Les Irlandais luttent plus courageusement que nous et chaque éviction est une bataille avec la police qui se venge comme elle peut, à Michelstown et ailleurs.
Chez nous, les enquêtes se suivent et se ressemblent. Ordonnance de non-lieu en faveur de Lefebvre-Roncier, qui a bien reçu 10,000 francs mais qui ne les a pas touchés ; ordonnance de non-lieu à propos de la divulgation du fameux plan de la fameuse mobilisation qui restera célèbre par ses fours qui ne peuvent cuire le pain, — on a dû les emprunter au fournisseur du Dépôt.
Le gouvernement si libéral des États-Unis ne va pas vite en matière criminelle, mais enfin il aboutit ; il a décidé l’exécution des anarchistes de Chicago.
Tous les gouvernements se ressemblent, tous les bourgeois se valent, d’un côté ou de l’autre de l’Atlantique et ils ne manquent jamais l’occasion de faire une canaillerie, surtout quand cette canaillerie est une bêtise.
Au lendemain du procès, la justice pouvait suivre son cours sans soulever trop de réprobation, mais au bout de si longtemps cela devient absolument ignoble, et les sept potences de Chicago apprendront aux prolétaires à hair et à mépriser leurs maîtres en attendant le moment de les pendre à leur tour.

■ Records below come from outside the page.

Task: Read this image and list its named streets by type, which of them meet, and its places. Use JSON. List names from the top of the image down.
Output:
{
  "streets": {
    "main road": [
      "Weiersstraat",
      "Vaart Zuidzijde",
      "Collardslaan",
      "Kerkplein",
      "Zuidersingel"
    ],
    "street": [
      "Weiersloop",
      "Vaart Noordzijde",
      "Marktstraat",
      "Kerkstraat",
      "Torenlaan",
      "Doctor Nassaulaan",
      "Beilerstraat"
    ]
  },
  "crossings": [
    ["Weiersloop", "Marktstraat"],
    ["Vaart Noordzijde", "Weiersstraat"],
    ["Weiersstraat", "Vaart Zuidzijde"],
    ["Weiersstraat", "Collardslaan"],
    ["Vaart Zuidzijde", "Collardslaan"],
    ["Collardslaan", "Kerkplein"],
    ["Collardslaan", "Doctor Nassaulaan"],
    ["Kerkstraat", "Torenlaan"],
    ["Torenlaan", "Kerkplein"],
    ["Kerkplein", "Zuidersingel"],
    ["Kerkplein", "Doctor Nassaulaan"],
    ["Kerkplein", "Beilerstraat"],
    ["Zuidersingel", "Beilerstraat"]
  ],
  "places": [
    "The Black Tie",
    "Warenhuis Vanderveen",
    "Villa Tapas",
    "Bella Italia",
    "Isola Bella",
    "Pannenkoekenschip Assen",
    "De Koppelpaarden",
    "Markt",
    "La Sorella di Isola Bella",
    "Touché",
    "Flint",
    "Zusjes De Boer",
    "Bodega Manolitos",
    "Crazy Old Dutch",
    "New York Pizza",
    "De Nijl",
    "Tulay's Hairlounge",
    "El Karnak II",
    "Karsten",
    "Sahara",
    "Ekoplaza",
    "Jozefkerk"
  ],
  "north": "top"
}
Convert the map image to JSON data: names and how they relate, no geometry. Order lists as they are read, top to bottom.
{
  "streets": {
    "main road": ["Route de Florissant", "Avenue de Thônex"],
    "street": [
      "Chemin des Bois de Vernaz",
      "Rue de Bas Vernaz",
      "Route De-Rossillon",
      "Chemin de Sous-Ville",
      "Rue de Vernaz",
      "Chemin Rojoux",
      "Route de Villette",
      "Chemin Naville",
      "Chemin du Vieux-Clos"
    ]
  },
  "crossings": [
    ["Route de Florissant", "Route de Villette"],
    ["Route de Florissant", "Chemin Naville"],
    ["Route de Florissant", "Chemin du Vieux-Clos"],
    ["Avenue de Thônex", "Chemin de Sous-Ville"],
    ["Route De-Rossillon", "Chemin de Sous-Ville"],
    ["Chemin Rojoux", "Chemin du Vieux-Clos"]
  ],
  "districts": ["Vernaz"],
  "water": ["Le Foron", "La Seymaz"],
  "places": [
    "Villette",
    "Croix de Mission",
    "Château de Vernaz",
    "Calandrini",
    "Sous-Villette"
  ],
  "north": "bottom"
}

Encore un incident de frontières ! Ces bougres-là finiront par se flanquer une guerre sur les bras. Je vous demande un peu pourquoi les journalistes font tant de potin pour deux chasseurs dont l’un a été tué et l’autre blessé par un soldat faisant fonctions de garde champêtre ; est-ce que tous les jours les agents de Gragnon n’assomment pas quelqu’un sans que ces bonshommes s’en émeuvent ?
Il est vrai que ceux-là n’ont pas les moyens d’aller à la chasse !
La frontière ! — oui, je sais bien — l’intégrité du territoire ! l’honneur de la Patrie ! C’est moi qui m’en fouts, par exemple !
Ce qui me taquine, au contraire, ce sont les 10,000 fr. que le conseil municipal a votés pour les tisseurs de Cholet. Non pas que j’aie la moindre animosité pour ces travailleurs — bien au contraire — mais cela me gêne de leur en donner ma part : 1° Parce que cela ne peut leur servir à rien puisqu’ils sont — chiffre officiel —10,690, et que cela leur fait environ 0,86 c. par tête, pas lourd pour lutter ; 2° Parce que la grève est terminée, puisque presque tous les patrons ont cédé, dit-on ; 3° Parce que cela peut leur faire croire qu’on peut arriver à quelque chose pacifiquement, heureusement qu’ils en reviendront ; 4°. Enfin parce que je n’éprouve aucun désir de voir Victor Dalle député ; nous avons déjà Basly, Camélinat et Boyer, franchement, c’est assez!!
Il est vrai que par la même occasion cet excellent Conseil a bien voulu voter pareille somme de 10,000 francs à répartir entre les ouvriers sans ouvrage habitant Paris depuis cinq ans au moins. Cela fera-t-il seulement de quoi leur payer l’absinthe ?
D’autres parleront certainement des meetings de la salle Favié ; j’y relèverai seulement que ces meetings ont duré quatre heures, sans le moindre désordre et sans le moindre délégué à l’ordre.
Les possibilistes devraient bien prendre le même système à la Bourse du travail, et les réunions y seraient beaucoup moins agitées.
Nemo.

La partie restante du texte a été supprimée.